Yes, this is partly due to the bindings themselves, and partly due to
SWIG.  Annoying either way.

> I found a bunch of other things whilst traipsing through the SWIG/Python stuff that I'll send follow up patches for this week.  Nothing as bad as the main memory leak, though.

Great!  Keep 'em coming!

Though I don't feel qualified to effectively review the patches
(though I suppose I could give it a rough go in a pinch), I am glad
somebody is looking at these problems, and you're making progress.
Thanks for the effort.

-Hyrum


-- 

uberSVN: Apache Subversion Made Easy
http://www.uberSVN.com/

Re: [PATCH] Fix memory leak in SWIG Python bindings

Posted by Trent Nelson <tr...@snakebite.org>.
On Jan 24, 2012, at 12:11 AM, Daniel Shahaf wrote:

> Trent Nelson wrote on Mon, Jan 23, 2012 at 15:07:20 -0500:
>> Fix a memory leak in convert_rangelist by *always* Py_DECREF'ing the object
>> returned by convert_to_swigtype (a SWIG wrapper around svn_merge_range_t)
>> once we've established it's not NULL.
>> 
>> This is required because PyList_Append takes ownership of references passed
>> in (i.e. calls Py_INCREF).  Prior to this fix, the reference counts of any
> 
> Is svn_swig_py_c_strings_to_list() affected too?  It appends a string to
> a list but doesn't Py_DECREF() the string.
> 

Yeah, I saw that, but scheduled it for another day, as I didn't want to clutter my main patch.  Also, nothing calls that method -- which also factored into my decision to ignore it for this patch. 
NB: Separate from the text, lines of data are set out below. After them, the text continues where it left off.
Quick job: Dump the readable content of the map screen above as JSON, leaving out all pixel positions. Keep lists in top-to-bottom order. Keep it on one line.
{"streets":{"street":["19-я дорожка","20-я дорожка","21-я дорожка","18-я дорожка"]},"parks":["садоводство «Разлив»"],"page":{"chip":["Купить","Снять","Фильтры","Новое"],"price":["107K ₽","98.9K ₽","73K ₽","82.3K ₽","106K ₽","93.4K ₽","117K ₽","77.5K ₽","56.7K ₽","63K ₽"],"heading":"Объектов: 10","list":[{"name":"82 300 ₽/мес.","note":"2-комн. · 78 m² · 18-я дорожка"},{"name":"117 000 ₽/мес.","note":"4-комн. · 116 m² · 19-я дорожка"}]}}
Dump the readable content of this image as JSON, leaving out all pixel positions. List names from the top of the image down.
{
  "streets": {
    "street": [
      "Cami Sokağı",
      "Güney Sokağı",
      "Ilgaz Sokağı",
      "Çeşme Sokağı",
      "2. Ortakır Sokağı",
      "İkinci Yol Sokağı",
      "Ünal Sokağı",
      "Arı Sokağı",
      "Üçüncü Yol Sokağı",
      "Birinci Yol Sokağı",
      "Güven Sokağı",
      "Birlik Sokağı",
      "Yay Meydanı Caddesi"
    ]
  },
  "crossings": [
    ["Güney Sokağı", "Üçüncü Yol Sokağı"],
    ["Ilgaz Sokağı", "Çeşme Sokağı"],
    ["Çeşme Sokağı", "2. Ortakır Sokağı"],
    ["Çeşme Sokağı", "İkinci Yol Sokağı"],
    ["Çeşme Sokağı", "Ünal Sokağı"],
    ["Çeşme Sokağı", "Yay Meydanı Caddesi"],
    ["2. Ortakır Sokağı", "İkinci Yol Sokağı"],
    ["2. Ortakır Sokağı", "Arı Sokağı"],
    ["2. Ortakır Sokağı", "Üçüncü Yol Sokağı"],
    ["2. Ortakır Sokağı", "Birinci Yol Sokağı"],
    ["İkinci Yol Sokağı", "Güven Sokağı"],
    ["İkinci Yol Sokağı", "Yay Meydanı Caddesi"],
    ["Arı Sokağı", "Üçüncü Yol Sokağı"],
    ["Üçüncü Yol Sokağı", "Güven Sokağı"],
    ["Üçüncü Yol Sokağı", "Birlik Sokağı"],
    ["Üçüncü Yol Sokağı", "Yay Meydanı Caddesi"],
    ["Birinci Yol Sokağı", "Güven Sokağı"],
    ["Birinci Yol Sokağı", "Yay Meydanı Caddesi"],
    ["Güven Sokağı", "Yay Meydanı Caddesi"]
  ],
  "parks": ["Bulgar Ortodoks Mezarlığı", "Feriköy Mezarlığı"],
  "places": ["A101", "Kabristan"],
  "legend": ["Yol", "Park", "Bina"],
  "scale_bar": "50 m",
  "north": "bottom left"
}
>> svn_merge_range_t objects would always be off-by-one, preventing them from
>> ever being garbage collected, having dire effects on the memory usage of
>> long-running programs calling svn_mergeinfo_parse() on real-world data.
>> 
>> Patch by: Trent Nelson <tr...@snakebite.org>
>> Tested on: FreeBSD, OS X, Windows.
>> 
>> * subversion/bindings/swig/python/libsvn_swig_py/swigutil_py.c:
>>  (convert_rangelist): Make sure we call Py_DECREF on the object returned
>>   from convert_to_swigtype.  PyList_New might return NULL; check for that.
>>   Add 'apr_array_header_t *' and 'swig_type_info *' casts where necessary
>>   to suppress compiler warnings.
> 
> Those casts shouldn't be needed -- casts from 'void *' to other
> pointer types are valid C.  What warnings were you seeing?

I'll double-check in the morning.  Side bar: the bindings generate loads of warnings when compiled with the target platform's equivalent of -Wall.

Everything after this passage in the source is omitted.